# Task to complete
Transcribe each record as written.

===== Provided entries

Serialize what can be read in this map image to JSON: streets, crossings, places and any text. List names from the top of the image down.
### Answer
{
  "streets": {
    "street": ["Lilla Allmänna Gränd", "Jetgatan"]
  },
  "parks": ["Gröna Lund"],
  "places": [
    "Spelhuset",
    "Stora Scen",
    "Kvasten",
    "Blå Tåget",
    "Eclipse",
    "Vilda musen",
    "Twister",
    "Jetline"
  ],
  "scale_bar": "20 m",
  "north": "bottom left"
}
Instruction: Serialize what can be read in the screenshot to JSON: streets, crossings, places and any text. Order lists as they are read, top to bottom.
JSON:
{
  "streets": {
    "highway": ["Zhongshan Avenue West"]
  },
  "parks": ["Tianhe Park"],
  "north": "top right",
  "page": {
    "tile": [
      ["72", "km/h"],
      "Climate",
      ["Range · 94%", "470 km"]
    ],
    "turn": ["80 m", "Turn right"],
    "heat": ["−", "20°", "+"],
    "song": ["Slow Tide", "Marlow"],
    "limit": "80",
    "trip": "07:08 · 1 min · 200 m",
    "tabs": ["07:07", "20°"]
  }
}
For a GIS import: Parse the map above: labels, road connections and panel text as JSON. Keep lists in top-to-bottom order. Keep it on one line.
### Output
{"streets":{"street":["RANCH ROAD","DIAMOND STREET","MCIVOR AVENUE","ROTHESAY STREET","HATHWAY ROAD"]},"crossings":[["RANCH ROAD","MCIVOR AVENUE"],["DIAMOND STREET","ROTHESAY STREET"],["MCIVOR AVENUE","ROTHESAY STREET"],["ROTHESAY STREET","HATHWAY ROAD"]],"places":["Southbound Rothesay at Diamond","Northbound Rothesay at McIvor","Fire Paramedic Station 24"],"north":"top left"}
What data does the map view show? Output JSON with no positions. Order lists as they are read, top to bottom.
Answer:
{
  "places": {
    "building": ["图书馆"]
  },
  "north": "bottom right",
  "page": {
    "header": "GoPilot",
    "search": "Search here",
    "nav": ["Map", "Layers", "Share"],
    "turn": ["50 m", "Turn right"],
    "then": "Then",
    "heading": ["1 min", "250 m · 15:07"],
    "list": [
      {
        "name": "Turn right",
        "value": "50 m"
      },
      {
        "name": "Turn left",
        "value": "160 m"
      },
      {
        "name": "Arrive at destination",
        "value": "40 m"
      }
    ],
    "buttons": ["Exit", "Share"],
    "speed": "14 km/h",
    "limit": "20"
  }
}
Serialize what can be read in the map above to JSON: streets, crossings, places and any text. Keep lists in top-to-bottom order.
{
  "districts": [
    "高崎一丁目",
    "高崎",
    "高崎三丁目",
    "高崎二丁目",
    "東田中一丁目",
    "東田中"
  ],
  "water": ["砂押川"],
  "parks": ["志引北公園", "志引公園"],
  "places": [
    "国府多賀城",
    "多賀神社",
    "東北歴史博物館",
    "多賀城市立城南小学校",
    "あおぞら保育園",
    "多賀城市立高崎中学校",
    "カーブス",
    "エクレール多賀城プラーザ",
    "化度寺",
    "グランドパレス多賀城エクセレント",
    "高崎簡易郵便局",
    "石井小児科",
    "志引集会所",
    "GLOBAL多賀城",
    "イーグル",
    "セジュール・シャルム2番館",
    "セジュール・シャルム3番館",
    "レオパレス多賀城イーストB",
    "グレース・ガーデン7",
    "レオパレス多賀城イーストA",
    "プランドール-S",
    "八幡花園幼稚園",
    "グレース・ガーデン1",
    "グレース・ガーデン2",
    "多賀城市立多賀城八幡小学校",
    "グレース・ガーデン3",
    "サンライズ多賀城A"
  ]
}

==========

# Answer for the task
Serialize what can be read in this map image to JSON: streets, crossings, places and any text. List names from the top of the image down.
### Answer
{
  "streets": {
    "street": ["Lilla Allmänna Gränd", "Jetgatan"]
  },
  "parks": ["Gröna Lund"],
  "places": [
    "Spelhuset",
    "Stora Scen",
    "Kvasten",
    "Blå Tåget",
    "Eclipse",
    "Vilda musen",
    "Twister",
    "Jetline"
  ],
  "scale_bar": "20 m",
  "north": "bottom left"
}
Instruction: Serialize what can be read in the screenshot to JSON: streets, crossings, places and any text. Order lists as they are read, top to bottom.
JSON:
{
  "streets": {
    "highway": ["Zhongshan Avenue West"]
  },
  "parks": ["Tianhe Park"],
  "north": "top right",
  "page": {
    "tile": [
      ["72", "km/h"],
      "Climate",
      ["Range · 94%", "470 km"]
    ],
    "turn": ["80 m", "Turn right"],
    "heat": ["−", "20°", "+"],
    "song": ["Slow Tide", "Marlow"],
    "limit": "80",
    "trip": "07:08 · 1 min · 200 m",
    "tabs": ["07:07", "20°"]
  }
}
For a GIS import: Parse the map above: labels, road connections and panel text as JSON. Keep lists in top-to-bottom order. Keep it on one line.
### Output
{"streets":{"street":["RANCH ROAD","DIAMOND STREET","MCIVOR AVENUE","ROTHESAY STREET","HATHWAY ROAD"]},"crossings":[["RANCH ROAD","MCIVOR AVENUE"],["DIAMOND STREET","ROTHESAY STREET"],["MCIVOR AVENUE","ROTHESAY STREET"],["ROTHESAY STREET","HATHWAY ROAD"]],"places":["Southbound Rothesay at Diamond","Northbound Rothesay at McIvor","Fire Paramedic Station 24"],"north":"top left"}
What data does the map view show? Output JSON with no positions. Order lists as they are read, top to bottom.
Answer:
{
  "places": {
    "building": ["图书馆"]
  },
  "north": "bottom right",
  "page": {
    "header": "GoPilot",
    "search": "Search here",
    "nav": ["Map", "Layers", "Share"],
    "turn": ["50 m", "Turn right"],
    "then": "Then",
    "heading": ["1 min", "250 m · 15:07"],
    "list": [
      {
        "name": "Turn right",
        "value": "50 m"
      },
      {
        "name": "Turn left",
        "value": "160 m"
      },
      {
        "name": "Arrive at destination",
        "value": "40 m"
      }
    ],
    "buttons": ["Exit", "Share"],
    "speed": "14 km/h",
    "limit": "20"
  }
}
Serialize what can be read in the map above to JSON: streets, crossings, places and any text. Keep lists in top-to-bottom order.
{
  "districts": [
    "高崎一丁目",
    "高崎",
    "高崎三丁目",
    "高崎二丁目",
    "東田中一丁目",
    "東田中"
  ],
  "water": ["砂押川"],
  "parks": ["志引北公園", "志引公園"],
  "places": [
    "国府多賀城",
    "多賀神社",
    "東北歴史博物館",
    "多賀城市立城南小学校",
    "あおぞら保育園",
    "多賀城市立高崎中学校",
    "カーブス",
    "エクレール多賀城プラーザ",
    "化度寺",
    "グランドパレス多賀城エクセレント",
    "高崎簡易郵便局",
    "石井小児科",
    "志引集会所",
    "GLOBAL多賀城",
    "イーグル",
    "セジュール・シャルム2番館",
    "セジュール・シャルム3番館",
    "レオパレス多賀城イーストB",
    "グレース・ガーデン7",
    "レオパレス多賀城イーストA",
    "プランドール-S",
    "八幡花園幼稚園",
    "グレース・ガーデン1",
    "グレース・ガーデン2",
    "多賀城市立多賀城八幡小学校",
    "グレース・ガーデン3",
    "サンライズ多賀城A"
  ]
}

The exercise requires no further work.